--- PROBLEM TO SOLVE ---
I'd like the listing below copied exactly, with the images left out.

--- DATA SEGMENT ---
═══
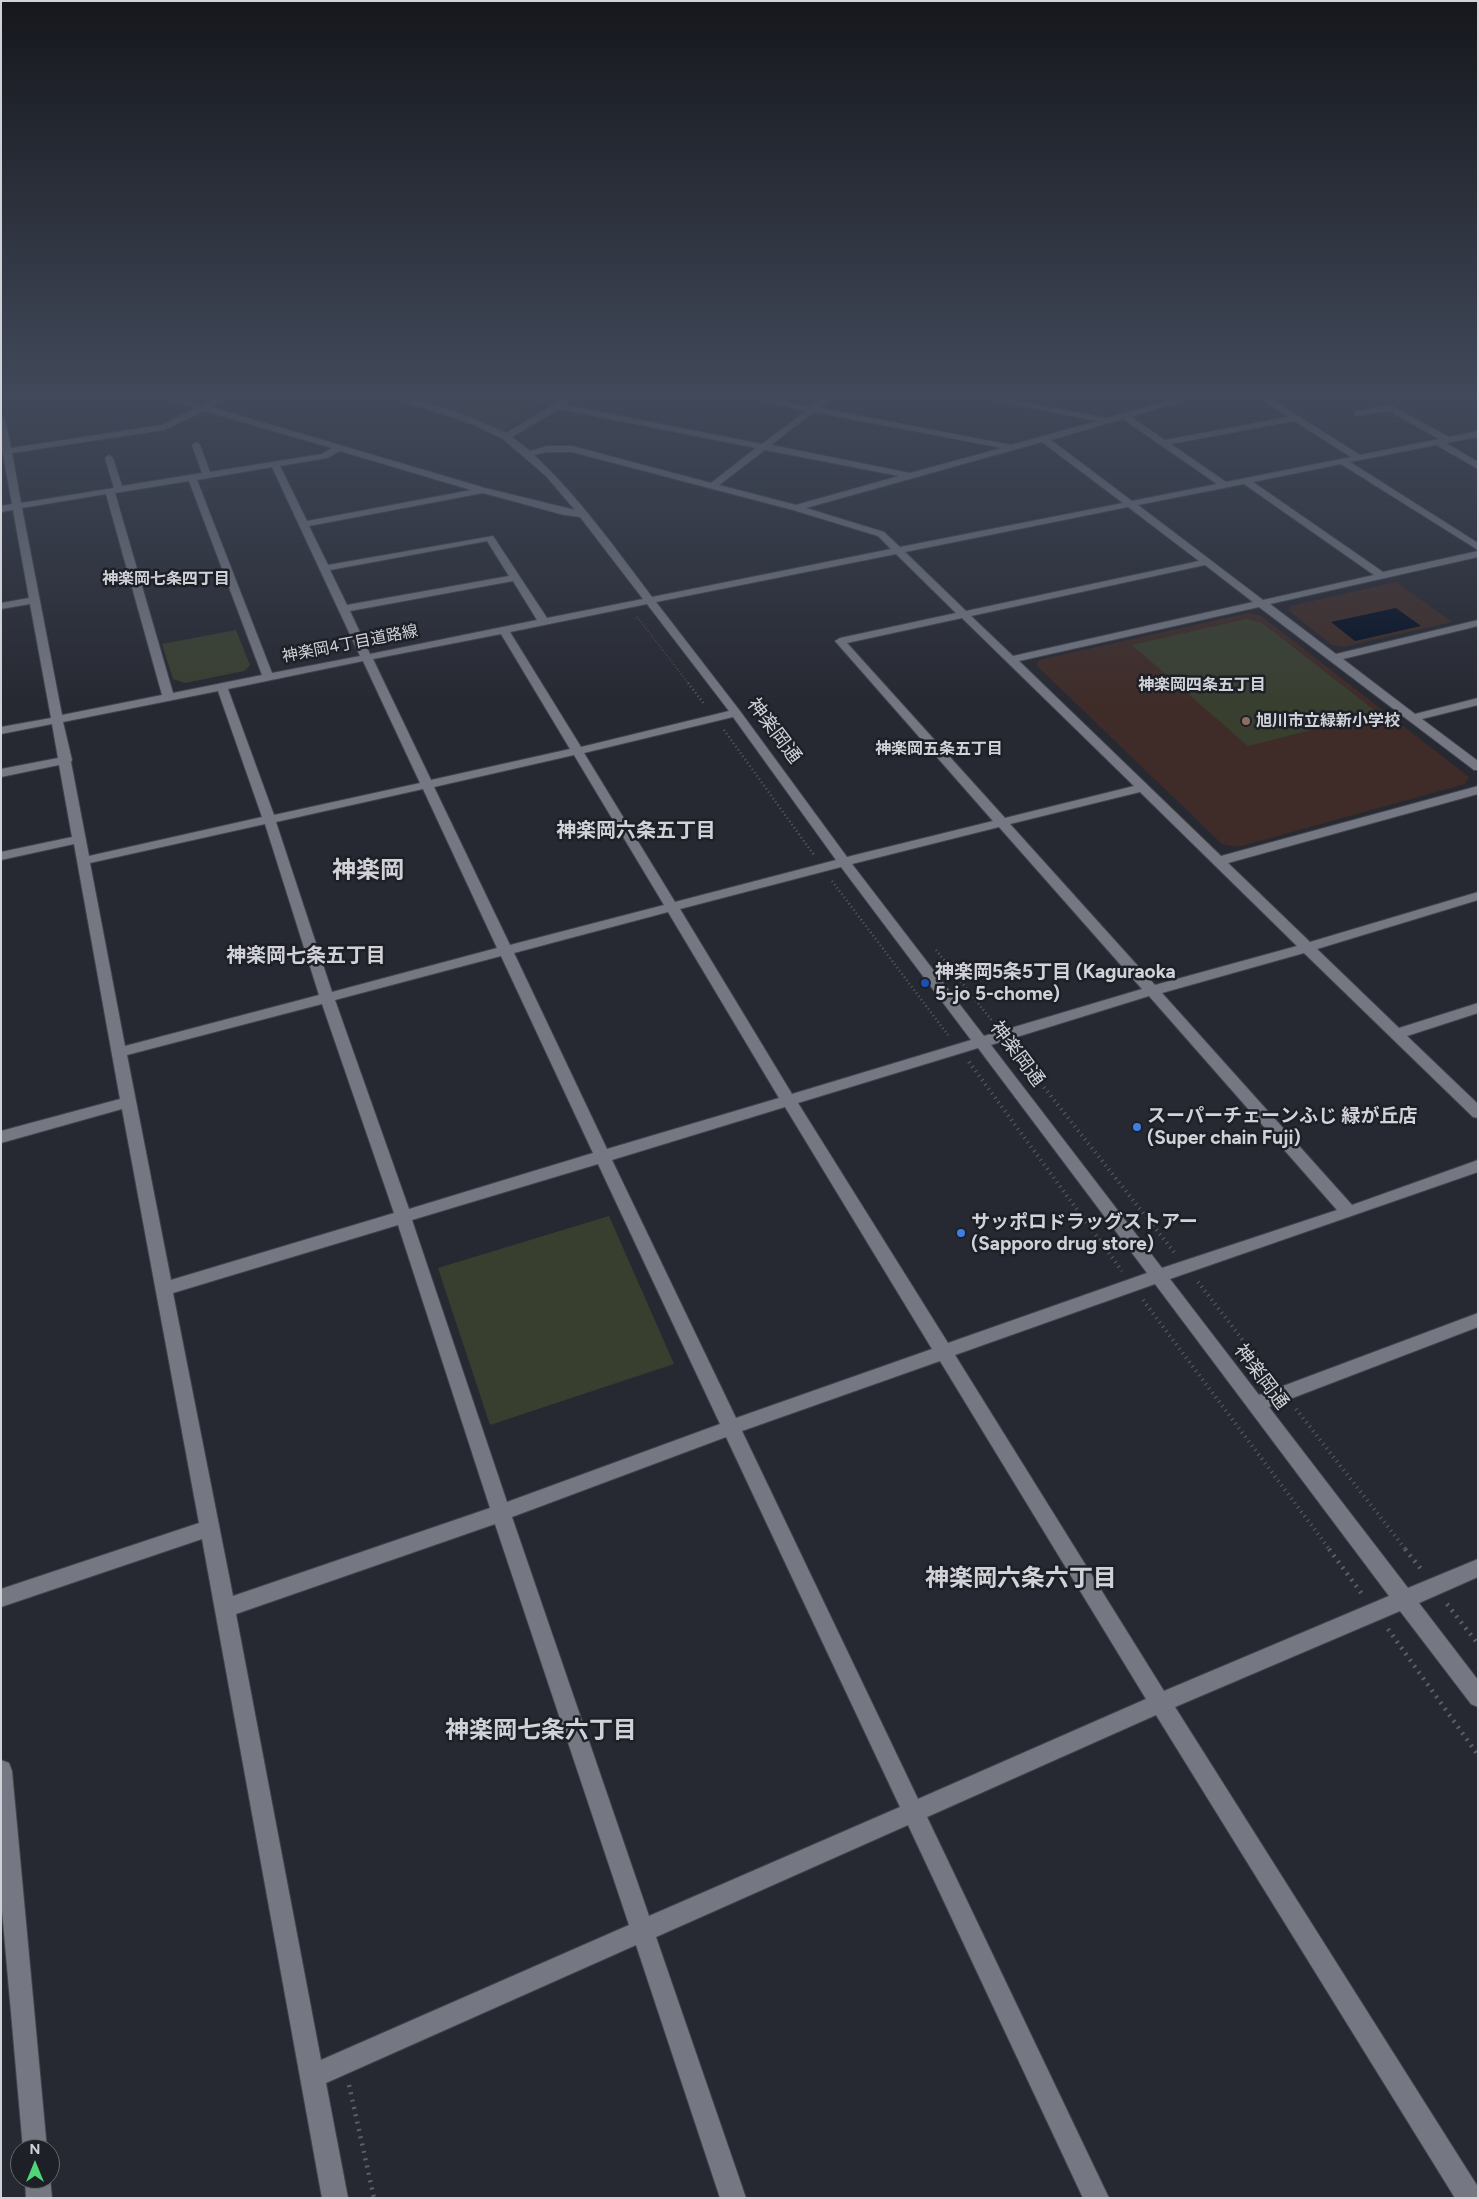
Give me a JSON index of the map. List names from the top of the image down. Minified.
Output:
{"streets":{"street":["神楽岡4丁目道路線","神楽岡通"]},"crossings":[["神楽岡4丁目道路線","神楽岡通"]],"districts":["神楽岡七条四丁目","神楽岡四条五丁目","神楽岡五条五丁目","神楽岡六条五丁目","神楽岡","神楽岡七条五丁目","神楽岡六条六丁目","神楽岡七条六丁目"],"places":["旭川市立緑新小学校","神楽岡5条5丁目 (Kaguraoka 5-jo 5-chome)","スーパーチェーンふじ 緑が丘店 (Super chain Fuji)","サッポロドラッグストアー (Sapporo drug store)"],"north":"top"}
═══
--- TASK OUTPUT ---
Give me a JSON index of the map. List names from the top of the image down. Minified.
Output:
{"streets":{"street":["神楽岡4丁目道路線","神楽岡通"]},"crossings":[["神楽岡4丁目道路線","神楽岡通"]],"districts":["神楽岡七条四丁目","神楽岡四条五丁目","神楽岡五条五丁目","神楽岡六条五丁目","神楽岡","神楽岡七条五丁目","神楽岡六条六丁目","神楽岡七条六丁目"],"places":["旭川市立緑新小学校","神楽岡5条5丁目 (Kaguraoka 5-jo 5-chome)","スーパーチェーンふじ 緑が丘店 (Super chain Fuji)","サッポロドラッグストアー (Sapporo drug store)"],"north":"top"}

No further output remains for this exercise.